Speaking in the Hindi language at a national HIV/AIDS conference, Azad said: “Unfortunately, in the world and in our country also, this disease has come where men have sex with each other, which is totally unnatural and which should not happen, yet it does. In our country, the numbers of men having sex with men are substantial.”
Azad later said he had been quoted out of context.
“I did not use the word ‘homosexuality’ and I didn’t use the word ‘gay’,” he said in English. “I was referring disease, but HIV, which is a disease.”
LGBT and HIV groups denounced the incident and cast aspersions on the clarification. Some called for an apology and others demanded that Azad resign.
“These outrageous remarks linking consensual sexual activity to a disease simply encourage discrimination against men who have sex with men,” said Emily Gray, Amnesty International’s researcher on sexual orientation and gender identity. “The health minister must retract his comments, and the Indian government must reaffirm its commitment to protect the rights of all of its citizens, regardless of sexual orientation, gender identity or consensual sexual behavior.”
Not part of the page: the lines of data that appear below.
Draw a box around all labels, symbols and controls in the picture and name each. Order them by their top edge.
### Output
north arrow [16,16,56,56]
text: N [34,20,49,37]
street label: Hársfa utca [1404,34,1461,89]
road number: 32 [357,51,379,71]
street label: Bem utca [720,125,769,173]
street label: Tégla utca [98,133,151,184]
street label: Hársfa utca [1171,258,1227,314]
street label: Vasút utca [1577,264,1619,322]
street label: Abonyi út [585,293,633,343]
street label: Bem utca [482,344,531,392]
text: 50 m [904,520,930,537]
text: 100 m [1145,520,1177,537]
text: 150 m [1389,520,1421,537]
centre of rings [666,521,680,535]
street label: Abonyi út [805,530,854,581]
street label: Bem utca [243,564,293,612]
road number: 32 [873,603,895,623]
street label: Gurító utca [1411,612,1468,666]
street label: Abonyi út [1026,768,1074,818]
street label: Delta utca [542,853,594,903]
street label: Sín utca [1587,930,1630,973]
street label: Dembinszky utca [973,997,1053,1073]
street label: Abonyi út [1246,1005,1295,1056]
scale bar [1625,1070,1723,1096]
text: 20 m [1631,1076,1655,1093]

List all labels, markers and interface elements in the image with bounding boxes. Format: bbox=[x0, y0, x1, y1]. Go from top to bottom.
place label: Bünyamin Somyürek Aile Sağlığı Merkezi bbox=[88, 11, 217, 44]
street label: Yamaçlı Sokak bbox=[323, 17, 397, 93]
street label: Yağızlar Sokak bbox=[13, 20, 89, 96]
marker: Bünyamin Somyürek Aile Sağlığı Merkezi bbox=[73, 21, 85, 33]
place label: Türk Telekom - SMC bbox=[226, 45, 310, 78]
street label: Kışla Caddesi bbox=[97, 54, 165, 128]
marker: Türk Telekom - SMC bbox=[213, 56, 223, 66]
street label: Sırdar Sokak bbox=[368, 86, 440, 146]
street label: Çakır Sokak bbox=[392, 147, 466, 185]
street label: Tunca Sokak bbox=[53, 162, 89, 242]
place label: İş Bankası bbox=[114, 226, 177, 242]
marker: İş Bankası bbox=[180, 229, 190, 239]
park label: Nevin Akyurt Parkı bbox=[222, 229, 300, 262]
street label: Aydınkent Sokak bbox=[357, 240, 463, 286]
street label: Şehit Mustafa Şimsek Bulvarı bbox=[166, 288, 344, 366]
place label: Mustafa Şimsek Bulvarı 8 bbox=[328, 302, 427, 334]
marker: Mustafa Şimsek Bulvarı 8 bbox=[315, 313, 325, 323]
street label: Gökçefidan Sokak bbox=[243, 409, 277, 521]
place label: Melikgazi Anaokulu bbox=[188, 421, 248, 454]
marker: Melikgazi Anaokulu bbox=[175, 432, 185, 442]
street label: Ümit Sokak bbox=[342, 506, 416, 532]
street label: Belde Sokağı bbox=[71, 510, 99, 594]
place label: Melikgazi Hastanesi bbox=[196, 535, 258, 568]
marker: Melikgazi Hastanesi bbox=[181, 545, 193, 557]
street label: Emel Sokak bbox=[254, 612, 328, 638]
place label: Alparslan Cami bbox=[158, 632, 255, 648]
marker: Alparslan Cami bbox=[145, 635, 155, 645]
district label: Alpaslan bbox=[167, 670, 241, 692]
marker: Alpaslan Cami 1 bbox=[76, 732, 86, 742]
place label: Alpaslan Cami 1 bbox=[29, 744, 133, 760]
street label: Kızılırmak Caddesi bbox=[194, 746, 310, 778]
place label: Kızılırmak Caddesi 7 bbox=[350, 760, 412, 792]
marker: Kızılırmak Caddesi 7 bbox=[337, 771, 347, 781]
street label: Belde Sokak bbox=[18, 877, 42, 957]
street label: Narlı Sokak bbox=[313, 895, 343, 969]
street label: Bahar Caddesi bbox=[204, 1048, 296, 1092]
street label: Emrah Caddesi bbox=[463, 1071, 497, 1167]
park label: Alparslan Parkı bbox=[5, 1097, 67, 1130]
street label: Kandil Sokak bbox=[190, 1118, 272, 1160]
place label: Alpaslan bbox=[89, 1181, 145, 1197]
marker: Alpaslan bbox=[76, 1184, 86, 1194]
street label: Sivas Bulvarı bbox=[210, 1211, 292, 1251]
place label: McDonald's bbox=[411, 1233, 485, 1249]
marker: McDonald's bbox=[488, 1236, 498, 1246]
Calcutta’s Telegraph newspaper harshly criticized Azad in an editorial.
“Although, as a citizen of a liberal democracy, Mr. Azad is entitled to his personal views, backward and ignorant as they may be, he has no right to air them on a public platform as the health minister of the nation,” the paper said. “Mr. Azad has not only seriously undermined the fight against HIV/AIDS in India but has also tainted the image of an aspiring superpower on the international stage.”